Employment authorization is important for nonresidents of various statuses. Some visas are employment-based and some prohibit employment. There is often a “limbo” period for some people in changing their status and employment authorization is crucial for having legal employment.

H-4 Work Authorization and More

Limited H-4 Work Authorization Begins Today

USCIS begins accepting limited H-4 dependent employment authorization application today. This announcement was made three months ago and the Notice and Comment process occurred last summer. USCIS is altering its priorities to ensure that these applications are adjudicated in a timely fashion.

This is not work authorization for all H-4 dependents of H-1B visa holders. H-4 dependent children are forbidden from employment. The majority of H-4 dependents are not allowed to apply for employment authorization. It is limited to those H-4 dependent spouses whose H-1B principals have an approved I-140 petition or have H-1B status through AC21 106(a) and (b) status (American Competitiveness in the 21st Century Act, which allows for an H-1B visa holder to extend the six year limit of H-1B status with a pending I-140 application). The H-1B visa is a dual intent nonimmigrant visa. Although it is a nonimmigrant visa, a holder does not need to have nonimmigrant intent. An employer can file an I-140 application for Permanent Residence. There are 140,000 immigrant visas available each year through the employment-based path.

In other employment immigration news, employment-based visa modernization has been added to the regulatory agenda. The rudiments at the moment indicate that, “DHS proposes to allow certain approved Immigrant Petition for Alien Worker (Form I-140) beneficiaries to obtain work authorization, clarify the meaning of portable work authorization, and remove unnecessary restrictions on the ability to change jobs or progress in careers, as well as provide relief to workers facing lengthy adjustment delays.” Please be aware that this does not mean rulemaking is imminent.

DACA In State College Tuition

A judge in Maricopa County Arizona ruled on May 5 that immigrants granted deferred deportation status are eligible for in-state college tuition. This is a state court decision that will save thousands of dollars for DREAMers attending Maricopa County Community Colleges. Arizona is often the arena for contentious immigration litigation and legislation. Maricopa County is also the home of famed anti-immigration  Sheriff Joe Arapaio. This ruling could set a precedent for other schools and other states to level in-state tuition for their students with deferred action.

The basis of Superior Court Judge Arthur Anderson’s decision is that federal law determines who is lawfully present in the United States. Arizona has a voter-enacted law, Proposition 300, which demands that individuals seeking a federal, state, or local public benefit must submit specific documentation to prove lawful presence in the United States. There are also prohibitions from Arizona’s controversial SB1070 law, which was largely but not entirety stricken down by the United States Supreme Court.

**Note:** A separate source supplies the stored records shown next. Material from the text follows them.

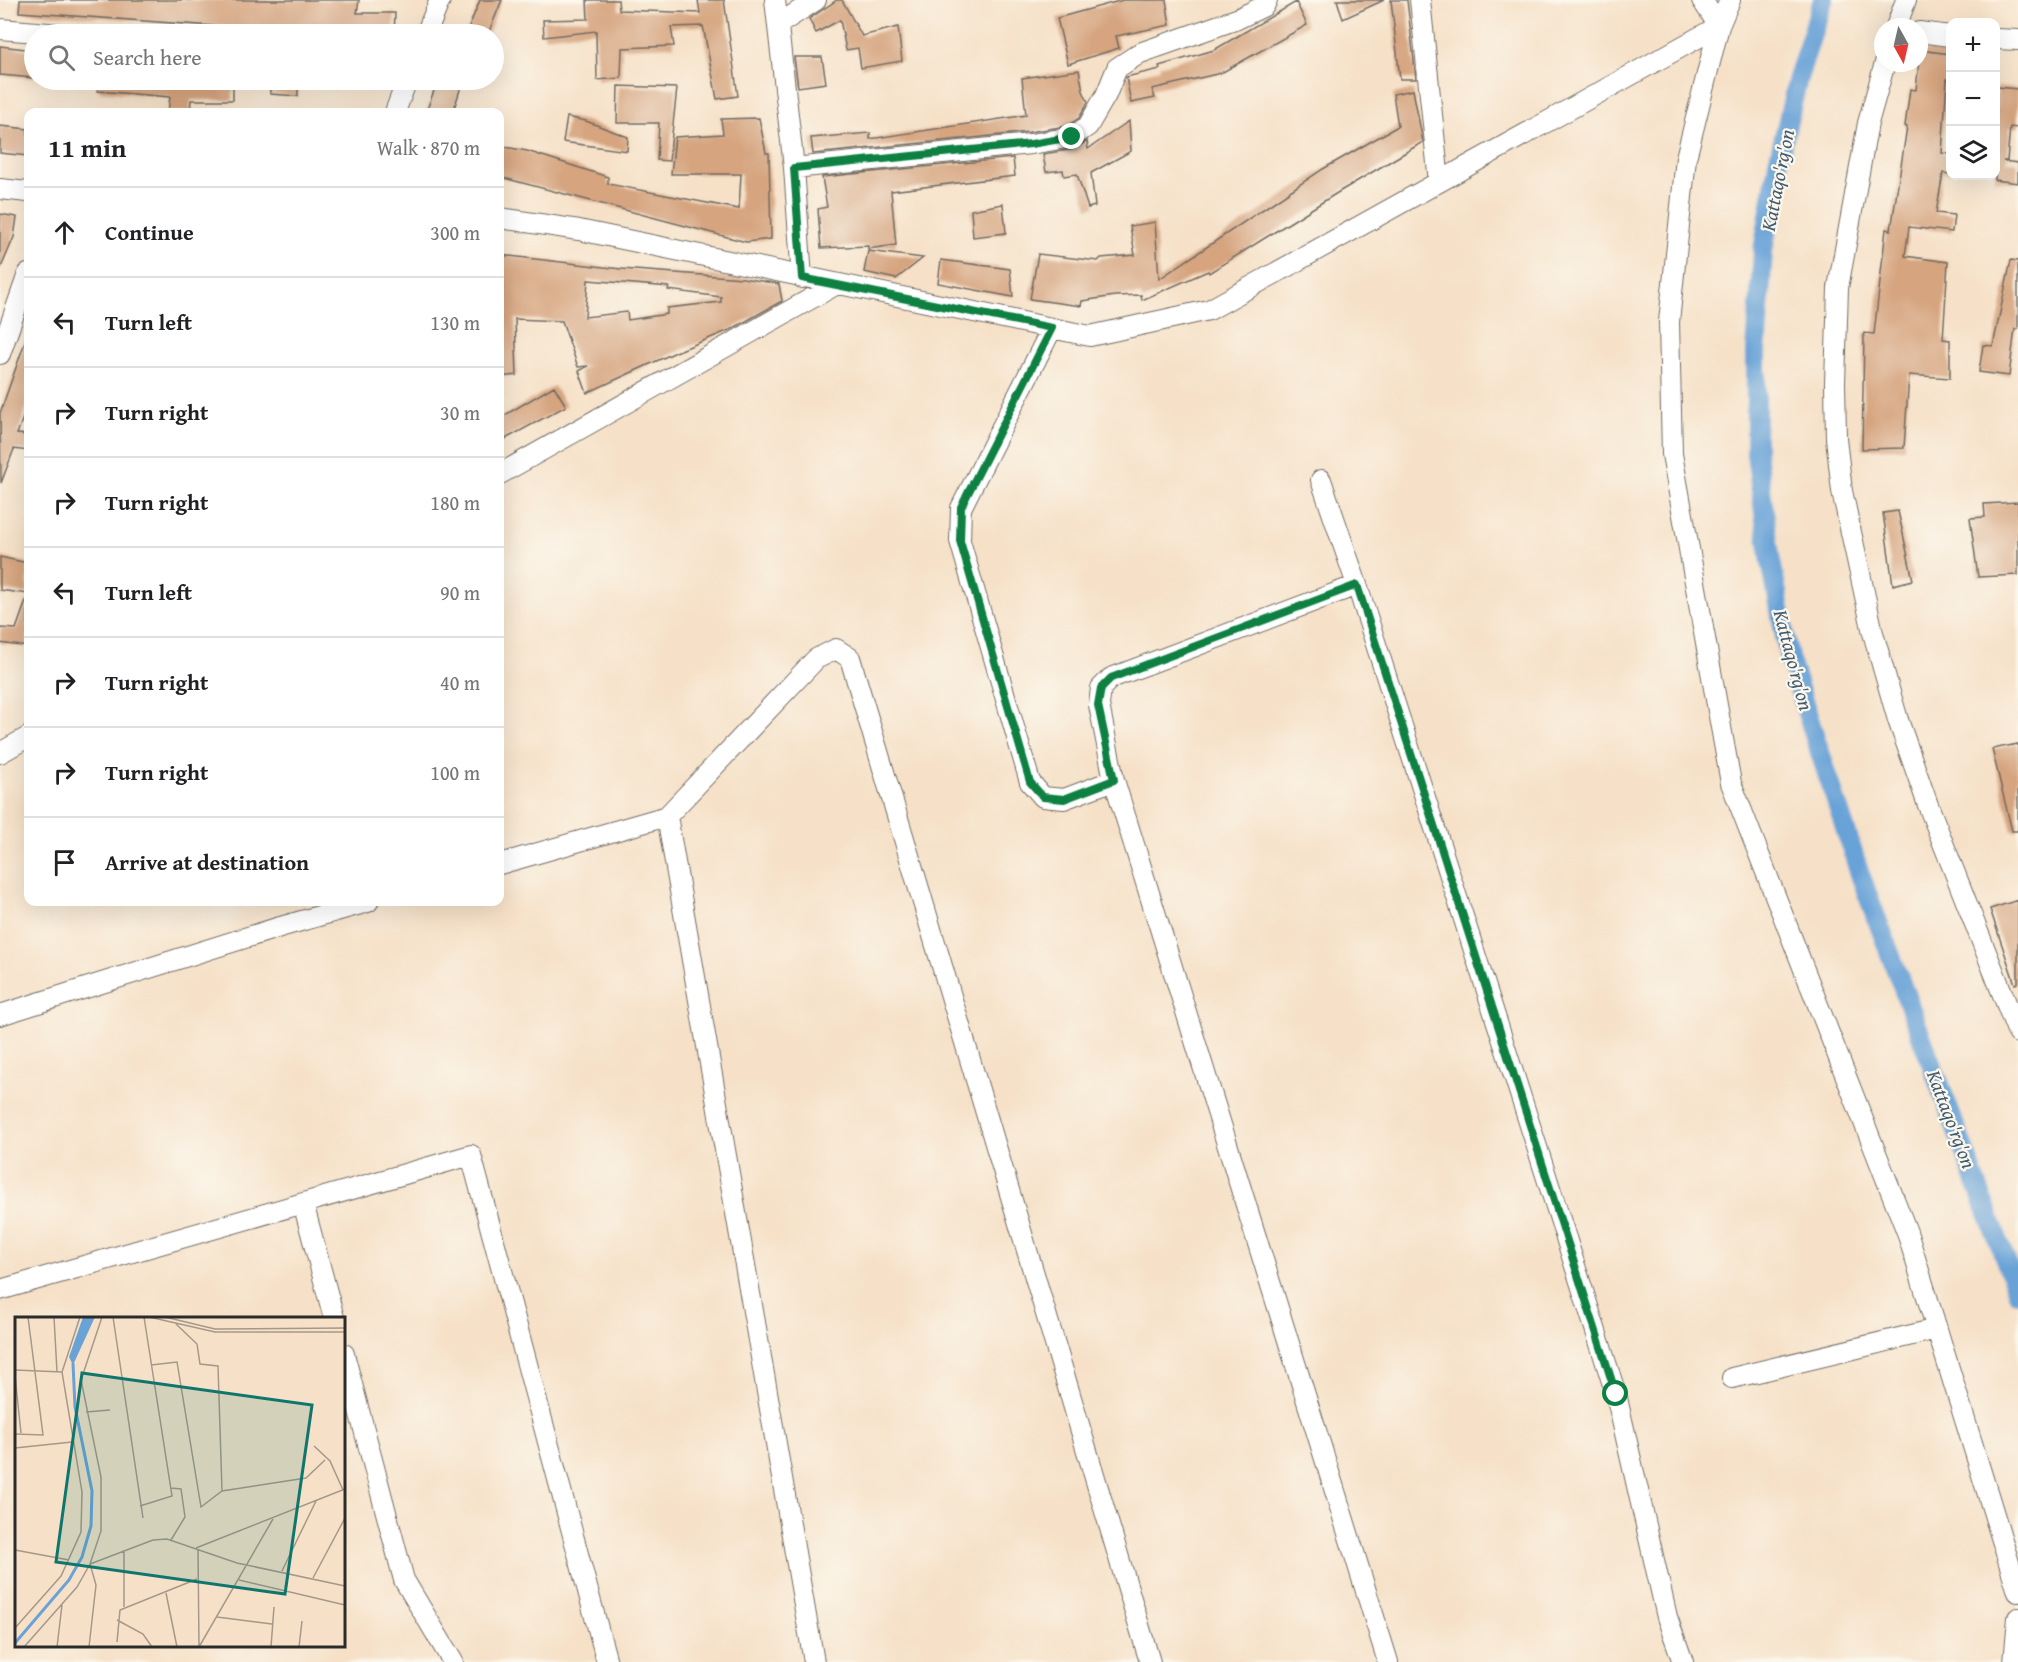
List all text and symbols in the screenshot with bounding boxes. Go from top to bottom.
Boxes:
north arrow [1874,18,1928,72]
map controls [1946,18,2000,180]
button: + [1946,18,2000,72]
search box [24,24,504,90]
icon: search [45,41,78,74]
text: Search here [93,41,202,73]
button: − [1946,72,2000,126]
route end [1058,123,1084,149]
button: layers [1946,126,2000,180]
water label: Kattaqo'rg'on [1753,127,1801,234]
text: 11 min [48,128,126,167]
text: Walk · 870 m [377,133,480,162]
icon: ahead [48,216,81,249]
text: Continue [105,216,194,248]
text: 300 m [430,218,480,247]
icon: left [48,306,81,339]
text: Turn left [105,306,192,338]
text: 130 m [430,308,480,337]
icon: right [48,396,81,429]
text: Turn right [105,396,208,428]
text: 30 m [440,398,480,427]
icon: right [48,486,81,519]
text: Turn right [105,486,208,518]
text: 180 m [430,488,480,517]
icon: left [48,576,81,609]
text: Turn left [105,576,192,608]
text: 90 m [440,578,480,607]
water label: Kattaqo'rg'on [1766,605,1821,714]
icon: right [48,666,81,699]
text: Turn right [105,666,208,698]
text: 40 m [440,668,480,697]
icon: right [48,756,81,789]
text: Turn right [105,756,208,788]
text: 100 m [430,758,480,787]
icon: arrive [48,846,81,879]
text: Arrive at destination [105,846,309,878]
water label: Kattaqo'rg'on [1920,1065,1984,1172]
inset map [15,1317,345,1647]
route start [1602,1380,1628,1406]

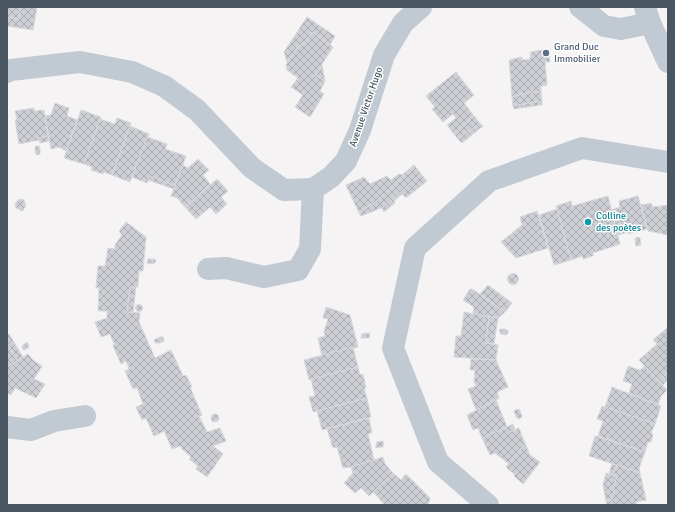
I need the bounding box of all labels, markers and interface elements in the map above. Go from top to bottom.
place label: Grand Duc Immobilier [554,41,601,65]
marker: Grand Duc Immobilier [541,48,551,58]
street label: Avenue Victor Hugo [347,65,385,149]
place label: Colline des poètes [596,210,642,234]
marker: Colline des poètes [583,217,593,227]

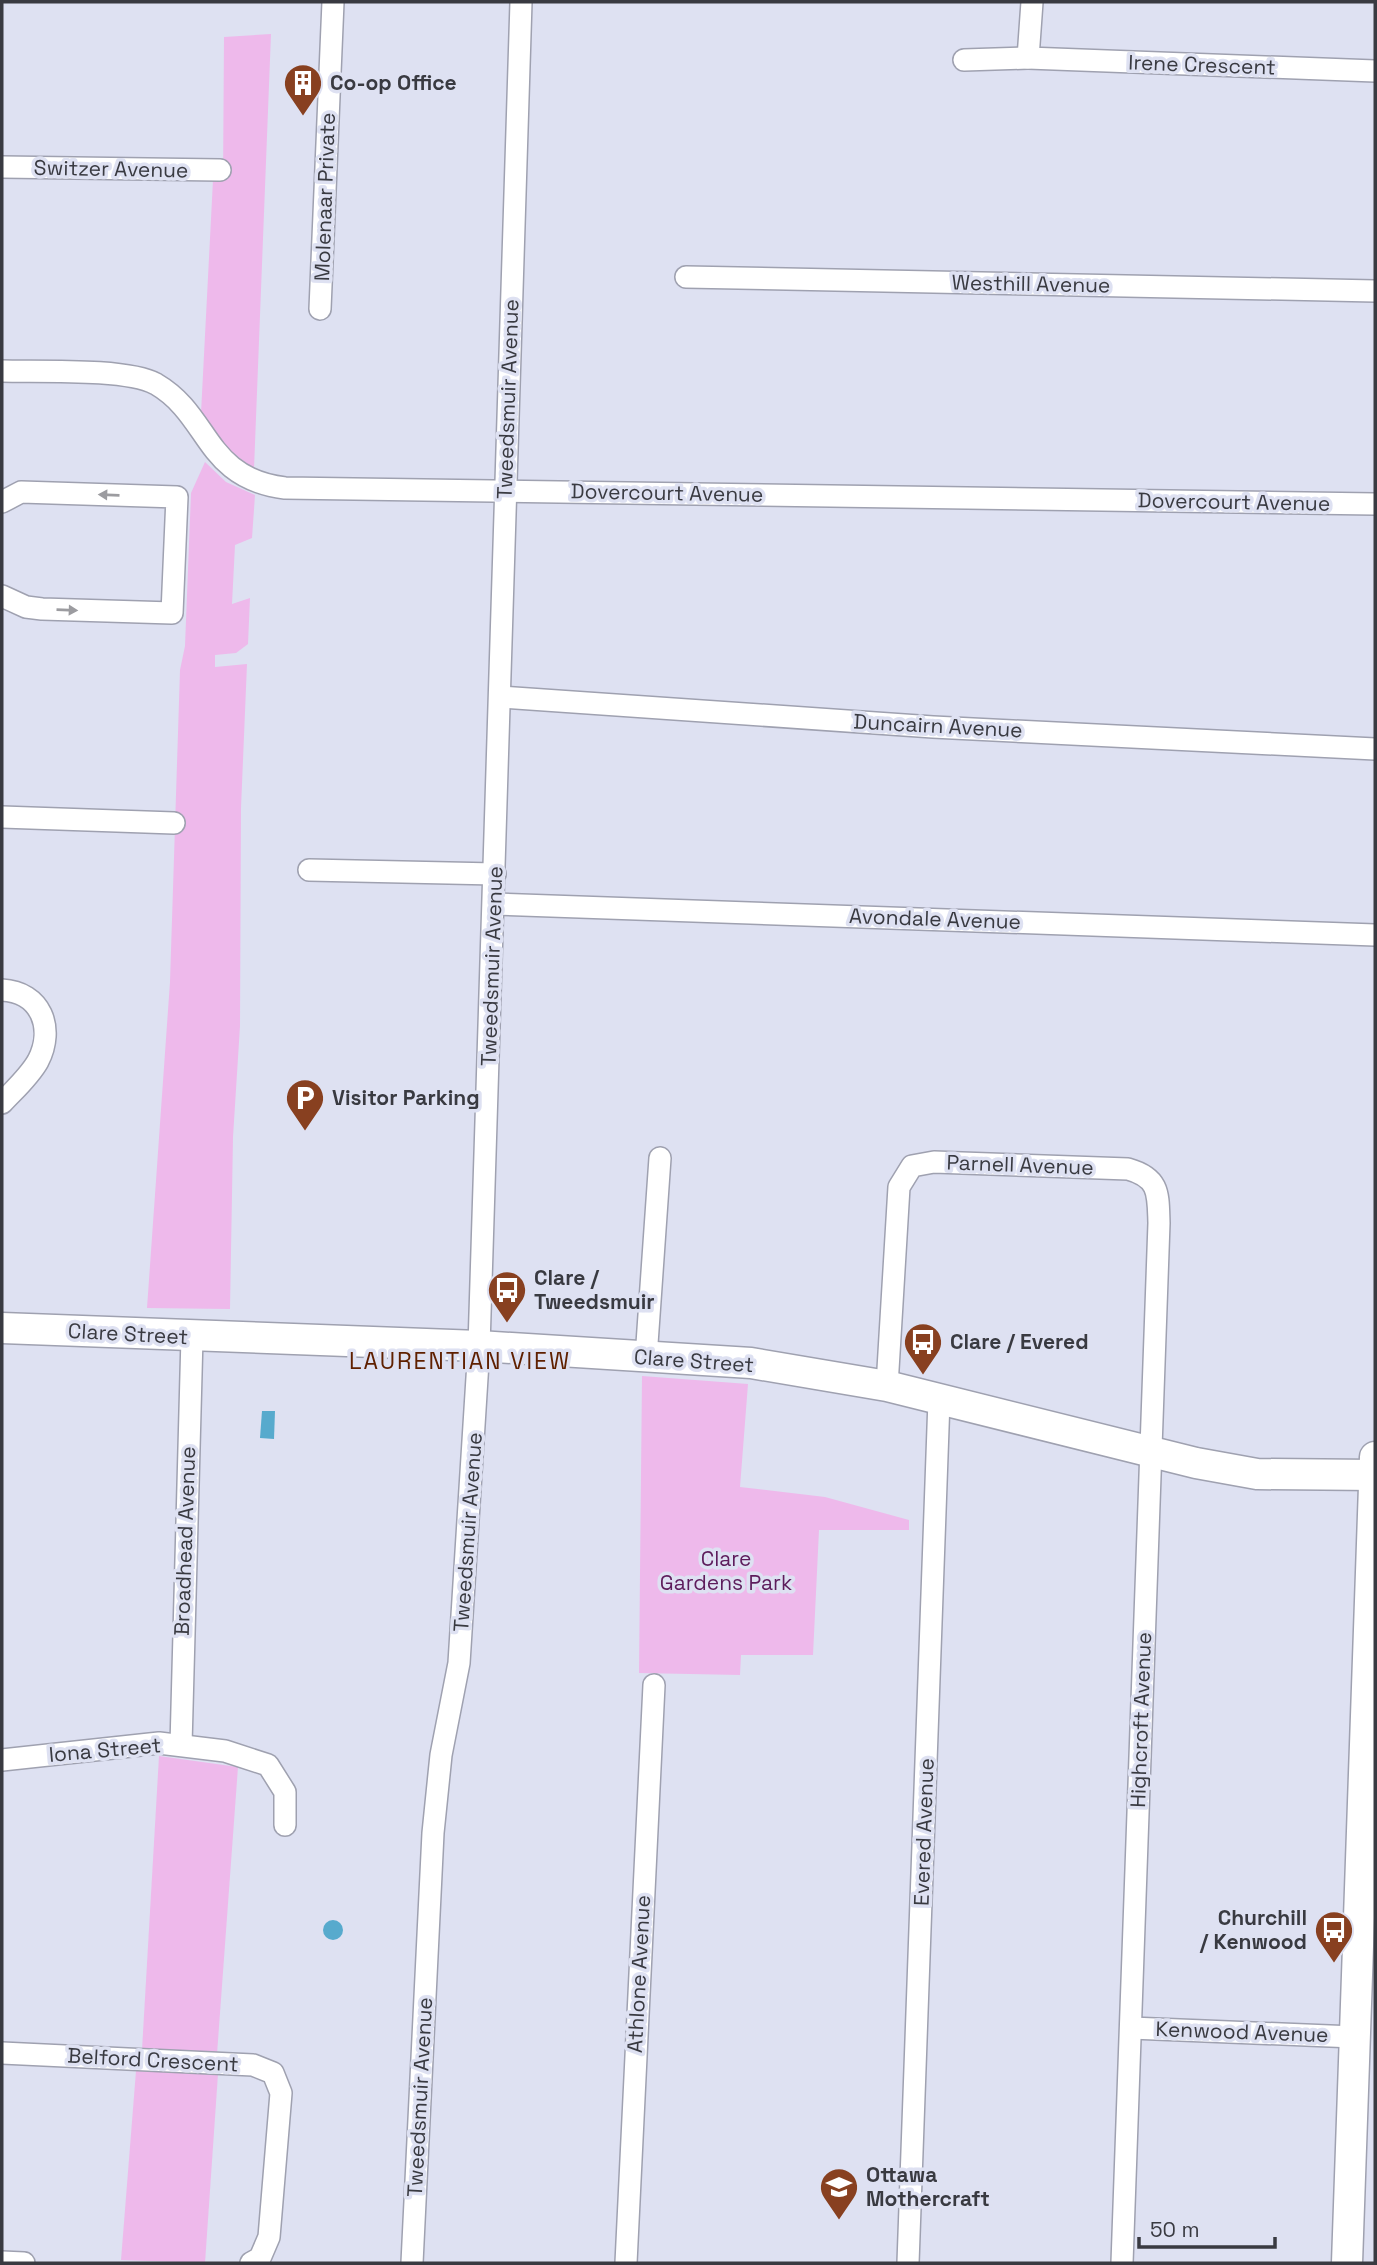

The DREAMers have been clamoring for comprehensive immigration reform that will grant them a pathway to citizenship, as long as they meet certain requirements. Their argument is that they were brought to the United States as young children and have grown up knowing themselves to be Americans. Many DREAMers are unaware of their status until they start applying for colleges and realize that they do not qualify for scholarships and federal benefits because of their status.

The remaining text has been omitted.